Although ConoServer is comprehensive, limitations remain when preparing data for downstream workflows. ConoServerParser, a Shiny application, was developed to enhance the analyses of the data exported from ConoServer. Despite the comprehensive resources provided by ConoServer, practical limitations in data handling and interoperability can emerge during routine research workflows. These challenges often hinder the seamless transition from raw database information to advanced analysis.

Common Challenges Resolved:

FASTA formatting issues: Pasting sequences may introduce encoding errors (e.g., broken headers).
Complex filtering: Lack of intuitive filtering tools and insufficient metadata in exported headers.
Batch tool compatibility: Tools like ConoPrec often fail to process multiple sequences at once.

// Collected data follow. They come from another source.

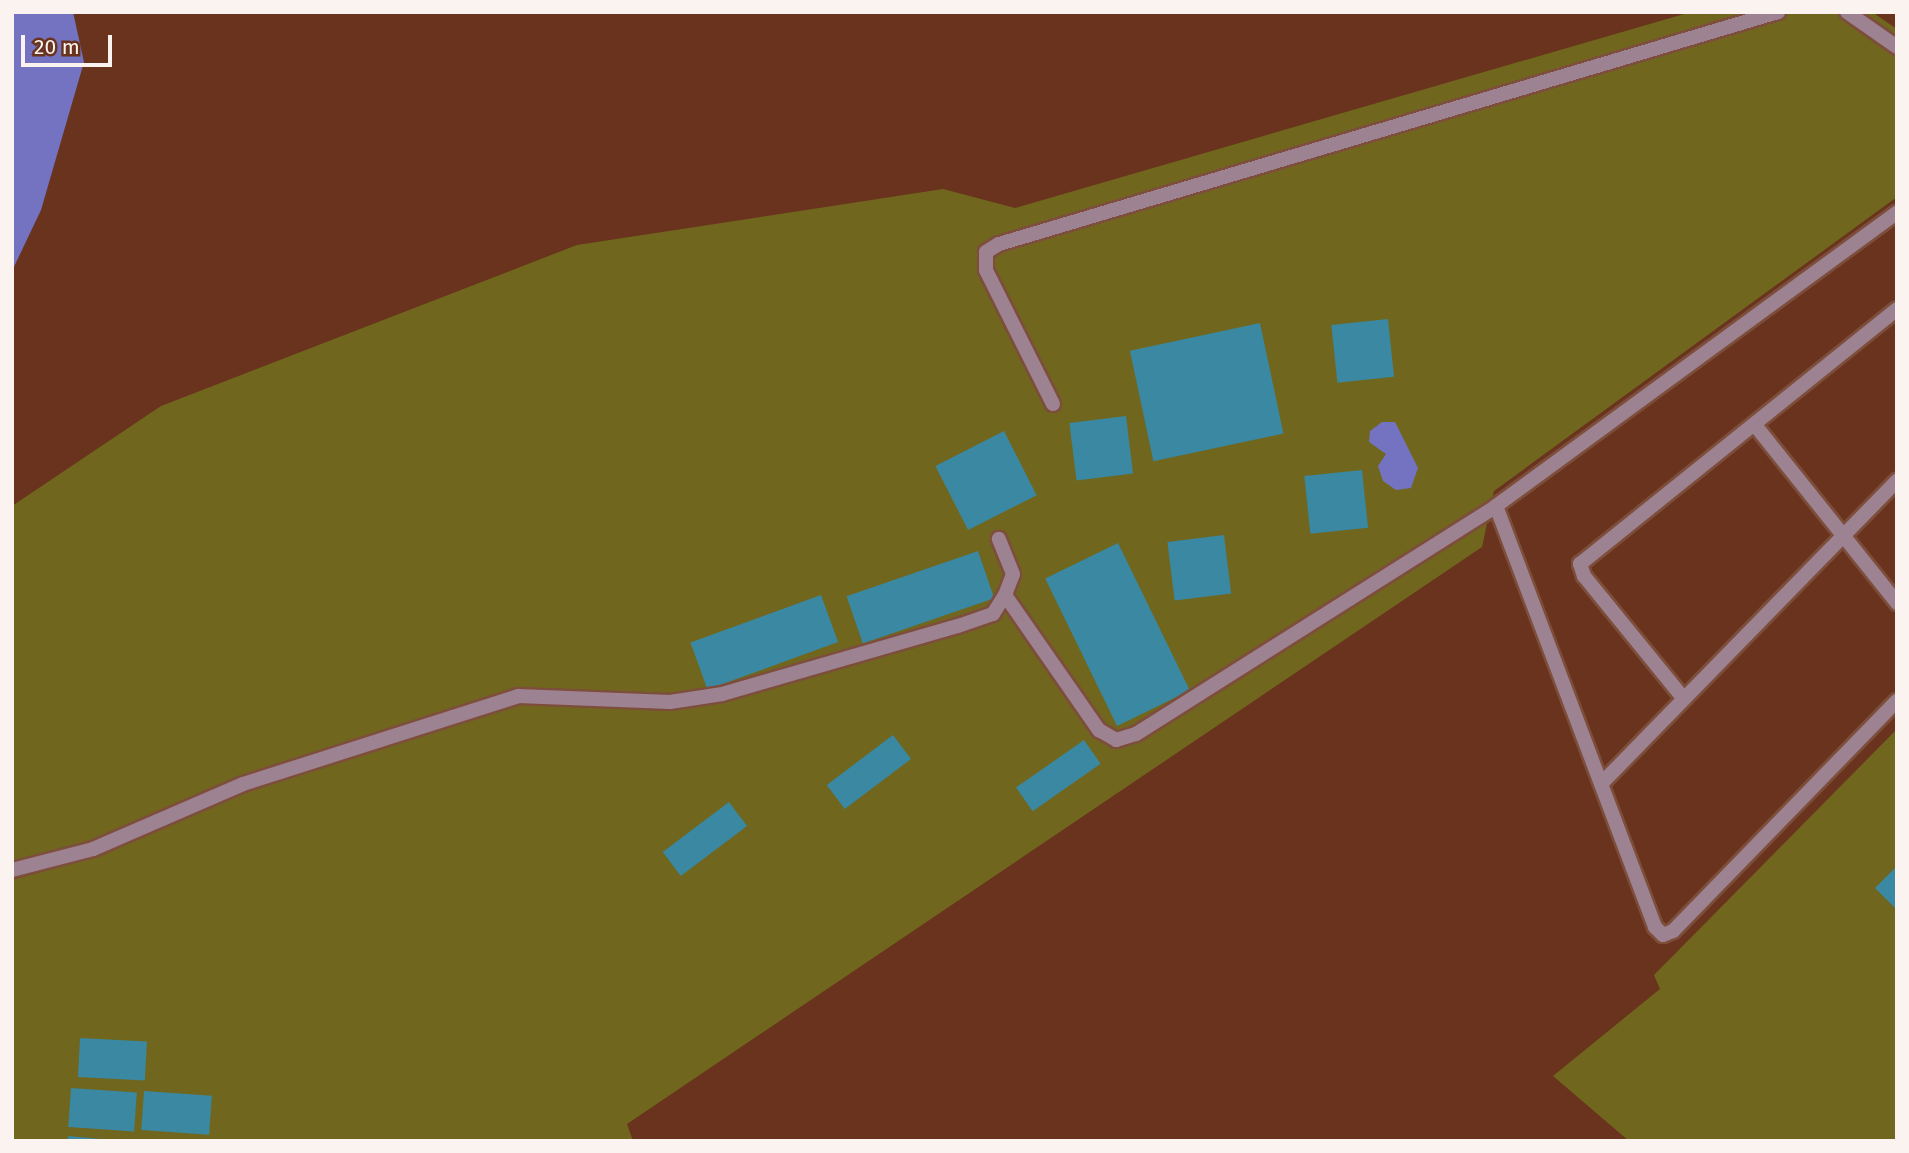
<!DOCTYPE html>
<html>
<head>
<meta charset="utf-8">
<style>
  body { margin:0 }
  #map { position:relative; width:1909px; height:1153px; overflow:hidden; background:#69331d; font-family:"Fira Sans",sans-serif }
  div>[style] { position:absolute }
  .green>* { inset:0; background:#70661d }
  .water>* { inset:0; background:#7373c2 }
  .building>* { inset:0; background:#3a88a1; transform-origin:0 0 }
  .roads { filter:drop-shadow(2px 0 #7d4e3b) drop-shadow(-2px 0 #7d4e3b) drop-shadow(0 2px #7d4e3b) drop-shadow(0 -2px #7d4e3b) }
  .service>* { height:14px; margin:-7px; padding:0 7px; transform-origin:7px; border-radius:7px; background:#9d8392 }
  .minor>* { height:14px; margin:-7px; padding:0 7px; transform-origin:7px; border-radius:7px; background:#9d8392 }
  span { translate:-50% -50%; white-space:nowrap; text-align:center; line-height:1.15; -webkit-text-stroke:5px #69331d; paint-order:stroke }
  .frame { position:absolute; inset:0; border:14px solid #faf3f0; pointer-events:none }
  .scale { position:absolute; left:21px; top:35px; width:91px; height:32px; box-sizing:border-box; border:4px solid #faf3f0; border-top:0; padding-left:9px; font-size:21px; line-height:24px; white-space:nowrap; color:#faf3f0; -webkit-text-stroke:5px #69331d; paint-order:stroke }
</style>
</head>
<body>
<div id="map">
  <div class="green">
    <i style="clip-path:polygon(1691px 12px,1872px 12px,1897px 29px,1897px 197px,1494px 491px,1482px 547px,627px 1124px,633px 1141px,12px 1141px,12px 880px,110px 853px,12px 871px,12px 506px,161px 406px,577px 245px,943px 189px,1015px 208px)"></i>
    <i style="clip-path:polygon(1897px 729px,1897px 1141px,1629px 1141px,1553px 1076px,1660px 989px,1654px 975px)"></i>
  </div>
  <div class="water">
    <i style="clip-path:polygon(12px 12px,73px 12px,84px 62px,41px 210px,12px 271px)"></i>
    <i style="clip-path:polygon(1382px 422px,1395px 422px,1418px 468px,1411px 488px,1396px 490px,1383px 481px,1378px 466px,1386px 454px,1369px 442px,1370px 431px)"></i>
  </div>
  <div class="building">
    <i style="left:1388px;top:319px;width:58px;height:57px;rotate:84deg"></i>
    <i style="left:1260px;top:323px;width:113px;height:133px;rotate:78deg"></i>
    <i style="left:1126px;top:416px;width:58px;height:57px;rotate:83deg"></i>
    <i style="left:1004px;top:431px;width:72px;height:77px;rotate:63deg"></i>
    <i style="left:1362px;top:470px;width:58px;height:58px;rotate:84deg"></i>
    <i style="left:1224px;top:535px;width:59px;height:57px;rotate:83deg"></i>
    <i style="left:1118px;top:543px;width:164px;height:81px;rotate:64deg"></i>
    <i style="left:978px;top:551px;width:50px;height:139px;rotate:71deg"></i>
    <i style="left:821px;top:595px;width:50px;height:139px;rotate:70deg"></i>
    <i style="left:893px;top:735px;width:30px;height:83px;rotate:53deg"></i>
    <i style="left:1084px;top:740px;width:29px;height:83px;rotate:55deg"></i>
    <i style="left:729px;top:802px;width:30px;height:83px;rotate:53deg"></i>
    <i style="clip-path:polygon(1897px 866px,1897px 910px,1875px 888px)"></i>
    <i style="left:80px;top:1038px;width:67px;height:39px;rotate:3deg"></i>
    <i style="left:71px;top:1088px;width:66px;height:39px;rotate:4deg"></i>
    <i style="left:144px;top:1091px;width:68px;height:39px;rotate:4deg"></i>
    <i style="clip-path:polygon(68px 1136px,101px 1139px,101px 1141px,68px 1141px)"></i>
  </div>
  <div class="roads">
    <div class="service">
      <i style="left:1847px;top:12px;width:61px;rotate:35deg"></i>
      <i style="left:1053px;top:404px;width:150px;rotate:-116.6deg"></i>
      <i style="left:986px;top:270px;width:18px;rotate:-90deg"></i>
      <i style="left:986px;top:252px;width:15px;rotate:-32deg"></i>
      <i style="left:999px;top:244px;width:813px;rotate:-16.58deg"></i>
    </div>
    <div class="minor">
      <i style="left:1755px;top:425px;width:228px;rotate:51.4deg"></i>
      <i style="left:1496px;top:506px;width:450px;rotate:69.3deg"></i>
      <i style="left:1655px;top:927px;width:11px;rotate:45deg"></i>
      <i style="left:1663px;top:935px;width:11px;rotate:-22deg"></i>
      <i style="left:1673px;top:931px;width:321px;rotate:-45.8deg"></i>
      <i style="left:1005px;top:595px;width:165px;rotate:55.2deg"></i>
      <i style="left:1099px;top:730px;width:20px;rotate:30deg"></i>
      <i style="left:1116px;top:740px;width:21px;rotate:-17deg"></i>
      <i style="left:1136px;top:734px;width:426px;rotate:-32.3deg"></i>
      <i style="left:1496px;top:506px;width:497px;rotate:-36.2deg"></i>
      <i style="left:1684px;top:699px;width:159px;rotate:-129.1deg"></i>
      <i style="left:1584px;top:576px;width:13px;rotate:-108deg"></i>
      <i style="left:1580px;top:564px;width:407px;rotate:-38.8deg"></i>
      <i style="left:1601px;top:784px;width:424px;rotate:-45.7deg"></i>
      <i style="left:12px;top:870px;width:84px;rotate:-14.5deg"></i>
      <i style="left:93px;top:849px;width:163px;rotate:-23.4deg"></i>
      <i style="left:243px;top:784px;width:289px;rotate:-17.7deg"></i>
      <i style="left:518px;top:696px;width:152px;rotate:2.3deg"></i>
      <i style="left:670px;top:702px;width:53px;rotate:-8.7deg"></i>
      <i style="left:722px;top:694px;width:246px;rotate:-16.1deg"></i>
      <i style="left:958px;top:626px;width:37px;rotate:-19deg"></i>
      <i style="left:993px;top:614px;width:22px;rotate:-58deg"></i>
      <i style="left:1005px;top:595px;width:22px;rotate:-69deg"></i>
      <i style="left:1013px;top:574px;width:38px;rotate:-112deg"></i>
    </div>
  </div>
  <div class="frame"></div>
  <div class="scale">20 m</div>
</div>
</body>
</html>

ConoServerParser Features:

• FASTA parsing and intelligent metadata extraction: Reliably interprets ConoServer’s pipe-delimited headers, automatically parsing fields like ConoID, species, gene superfamily, pharmacological family, cysteine framework, and evidence level into a clean tabular format.
• FASTA export customization: Offers configurable FASTA header generation with user-selected fields and custom delimiters, supporting fine-tuned downstream integration.
• Multi-format data export: Export sequence metadata tables as CSV, TSV, or XLSX; or generate downloadable ZIP archives grouped by metadata (e.g., superfamily or pharmacological family).
• Mature peptide FASTA generation: Automatically extract and format mature sequences from ConoPrec CSV output, eliminating ConoPrec’s multi-sequence limitations.
• Advanced filtering and interactive interface: Select, filter, and exclude entries across multiple fields using an intuitive sidebar with dropdowns and search tools.
• Dynamic visual summaries: Create interactive bar plots to compare sequence distributions across superfamilies, pharmacological families, or evidence types.
• Header preview and export configuration: Preview how final FASTA headers will look, control included metadata, and avoid oversized headers or unnecessary fields.
• Custom FASTA export: Filtered or grouped downloads with customizable headers.
• ZIP archive generation: Organize exports by superfamily or pharmacological category.
• Mature peptide FASTA generation: Upload CSV output from ConoPrec to obtain well-formatted mature sequences.
• Interactive filtering: Flexible filter UI for any column.
• Data visualization: Generate plotly bar charts of sequence distributions.
• Multi-format exports: Download tables in TSV, CSV, XLSX.

🧾 Summary

ConoServer offers an invaluable foundation for conopeptide research. ConoServerParser extends this utility, addressing real-world bottlenecks in data handling and exploration. Together, these tools enhance the efficiency and reproducibility of workflows in pharmacology, evolutionary biology, and peptide synthesis.

📚 References

Kaas Q, Yu R, Jin AH, Dutertre S, Craik DJ. (2012). ConoServer: updated content, knowledge, and discovery tools in the conopeptide database. Nucleic Acids Research, 40(Database issue): D325–D330.
Kaas Q, Westermann JC, Halai R, Wang CK, Craik DJ. (2008). ConoServer, a database for conopeptide sequences and structures. Bioinformatics, 24(3): 445–446.
ConoServer. Accessed May 20, 2025. https://www.conoserver.org/
Intrathecal Pain Management. (2023). In Pain Management: Anesthesia, Analgesia, and Opioid Alternatives.